Felten found that the report referenced many primary sources, such as FBI interviews, however, much of this material was opinion rather than evidence. For example, a footnote indicates that former National Security Advisor Michael Flynn
“told White House officials that the FBI had told him that the FBI was closing out its investigation of him,” but that John Eisenberg, a deputy White counsel, “did not believe him.”
Let’s pause for a second and consider what the footnote appears to tell us, but doesn’t: Eisenberg’s incredulity aside, did the FBI tell Flynn it was closing out its investigation of him or didn’t it? By citing Eisenberg’s disbelief, the special counsel suggests that Flynn was lying to his fellow White House officials. But what Eisenberg believed settles nothing – he was in no position to know what the FBI had or had not told Flynn.
What about the two FBI agents (one of them the ubiquitous Peter Strzok) who interviewed Flynn? The special counsel could have questioned them separately, asking each under oath whether they had told, suggested, hinted, or in any other way made Flynn to believe he was off the hook.
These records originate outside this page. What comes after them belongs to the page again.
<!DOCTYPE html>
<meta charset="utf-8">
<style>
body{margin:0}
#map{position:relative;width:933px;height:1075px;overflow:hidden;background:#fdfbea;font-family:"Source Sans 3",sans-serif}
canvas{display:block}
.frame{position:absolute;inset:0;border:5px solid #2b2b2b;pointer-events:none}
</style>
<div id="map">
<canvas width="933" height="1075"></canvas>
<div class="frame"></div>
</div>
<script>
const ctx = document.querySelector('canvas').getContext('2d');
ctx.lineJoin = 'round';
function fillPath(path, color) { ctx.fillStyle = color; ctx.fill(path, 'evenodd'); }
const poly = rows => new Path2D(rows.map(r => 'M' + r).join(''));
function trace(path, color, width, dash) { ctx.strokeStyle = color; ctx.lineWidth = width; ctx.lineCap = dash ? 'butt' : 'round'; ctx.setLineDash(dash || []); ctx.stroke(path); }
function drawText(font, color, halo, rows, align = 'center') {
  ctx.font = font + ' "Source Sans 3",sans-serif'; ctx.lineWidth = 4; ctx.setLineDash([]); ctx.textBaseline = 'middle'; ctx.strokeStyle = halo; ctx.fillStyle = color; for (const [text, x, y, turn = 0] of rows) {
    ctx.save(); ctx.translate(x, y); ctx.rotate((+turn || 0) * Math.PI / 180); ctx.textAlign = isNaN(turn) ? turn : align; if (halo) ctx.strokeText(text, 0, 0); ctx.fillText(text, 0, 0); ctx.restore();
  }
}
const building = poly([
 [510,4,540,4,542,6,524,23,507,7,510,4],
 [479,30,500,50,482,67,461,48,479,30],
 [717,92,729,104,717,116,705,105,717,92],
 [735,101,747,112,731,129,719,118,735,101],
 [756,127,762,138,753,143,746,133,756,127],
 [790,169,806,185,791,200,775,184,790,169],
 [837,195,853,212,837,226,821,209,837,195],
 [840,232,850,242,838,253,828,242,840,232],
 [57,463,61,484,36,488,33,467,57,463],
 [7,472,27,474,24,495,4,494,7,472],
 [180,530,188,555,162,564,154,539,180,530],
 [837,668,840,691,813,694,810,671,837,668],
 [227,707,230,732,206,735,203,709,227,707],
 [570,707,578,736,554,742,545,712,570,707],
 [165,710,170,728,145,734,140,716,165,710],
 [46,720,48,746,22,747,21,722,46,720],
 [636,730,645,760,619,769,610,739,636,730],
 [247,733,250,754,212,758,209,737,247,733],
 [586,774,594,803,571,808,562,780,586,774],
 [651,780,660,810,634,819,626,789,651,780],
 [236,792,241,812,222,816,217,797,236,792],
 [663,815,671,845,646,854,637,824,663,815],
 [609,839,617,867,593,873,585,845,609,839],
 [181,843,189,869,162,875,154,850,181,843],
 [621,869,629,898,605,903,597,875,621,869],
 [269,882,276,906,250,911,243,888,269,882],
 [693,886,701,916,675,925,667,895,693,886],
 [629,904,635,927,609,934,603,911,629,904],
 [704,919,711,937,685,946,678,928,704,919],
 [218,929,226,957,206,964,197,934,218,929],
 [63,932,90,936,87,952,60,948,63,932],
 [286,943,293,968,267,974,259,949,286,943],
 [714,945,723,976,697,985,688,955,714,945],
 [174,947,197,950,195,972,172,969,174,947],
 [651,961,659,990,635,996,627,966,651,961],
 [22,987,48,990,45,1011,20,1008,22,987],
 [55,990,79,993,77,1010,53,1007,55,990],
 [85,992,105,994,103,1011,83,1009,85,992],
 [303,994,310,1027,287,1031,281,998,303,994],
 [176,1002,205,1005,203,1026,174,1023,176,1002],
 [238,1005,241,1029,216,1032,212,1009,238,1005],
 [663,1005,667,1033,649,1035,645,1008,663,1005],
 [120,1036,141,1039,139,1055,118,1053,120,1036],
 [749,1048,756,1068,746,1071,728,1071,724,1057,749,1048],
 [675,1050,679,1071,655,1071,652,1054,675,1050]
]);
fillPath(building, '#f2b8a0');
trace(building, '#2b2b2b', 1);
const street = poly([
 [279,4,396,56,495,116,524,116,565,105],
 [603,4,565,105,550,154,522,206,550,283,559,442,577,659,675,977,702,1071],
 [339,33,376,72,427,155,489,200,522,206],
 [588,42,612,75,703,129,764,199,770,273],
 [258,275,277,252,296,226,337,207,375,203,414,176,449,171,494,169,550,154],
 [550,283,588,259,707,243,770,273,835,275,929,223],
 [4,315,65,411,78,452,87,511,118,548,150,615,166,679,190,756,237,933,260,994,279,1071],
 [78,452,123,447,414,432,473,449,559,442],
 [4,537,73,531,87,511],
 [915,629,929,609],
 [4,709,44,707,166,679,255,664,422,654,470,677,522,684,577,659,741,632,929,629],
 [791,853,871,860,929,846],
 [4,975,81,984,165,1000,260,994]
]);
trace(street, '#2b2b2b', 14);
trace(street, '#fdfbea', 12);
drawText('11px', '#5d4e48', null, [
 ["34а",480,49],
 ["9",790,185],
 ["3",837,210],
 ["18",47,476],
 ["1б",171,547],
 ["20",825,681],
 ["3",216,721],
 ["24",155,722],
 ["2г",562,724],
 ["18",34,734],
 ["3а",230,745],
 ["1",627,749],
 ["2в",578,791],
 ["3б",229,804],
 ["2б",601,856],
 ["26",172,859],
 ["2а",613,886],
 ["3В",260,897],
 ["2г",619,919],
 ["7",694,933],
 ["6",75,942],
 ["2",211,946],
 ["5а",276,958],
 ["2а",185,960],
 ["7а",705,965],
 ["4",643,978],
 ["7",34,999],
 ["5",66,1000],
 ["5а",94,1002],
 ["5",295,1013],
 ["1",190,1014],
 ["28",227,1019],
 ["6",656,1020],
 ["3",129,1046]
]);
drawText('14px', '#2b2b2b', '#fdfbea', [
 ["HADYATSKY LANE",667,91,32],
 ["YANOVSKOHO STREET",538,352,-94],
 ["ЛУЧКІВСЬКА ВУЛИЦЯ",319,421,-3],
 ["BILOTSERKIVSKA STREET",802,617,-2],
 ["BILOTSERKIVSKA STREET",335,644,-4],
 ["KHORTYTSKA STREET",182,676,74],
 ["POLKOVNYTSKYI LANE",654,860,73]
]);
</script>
In this case, the sources Mueller chooses not to question are more telling than the ones he does cite.
Although the Mueller report is one of the most important political documents in recent memory, it was written by a team of Democrats, many of whom were large donors, and it relied upon the most biased sources such as Comey, The New York Times, The Washington Post and The Guardian.
And still, they found no evidence of a crime.
When the report is carefully scrutinized, we wonder why we ever gave it so much attention.
We also have to question why this investigation, if one can even call it that, took 22 months.
After all, what did they have to investigate?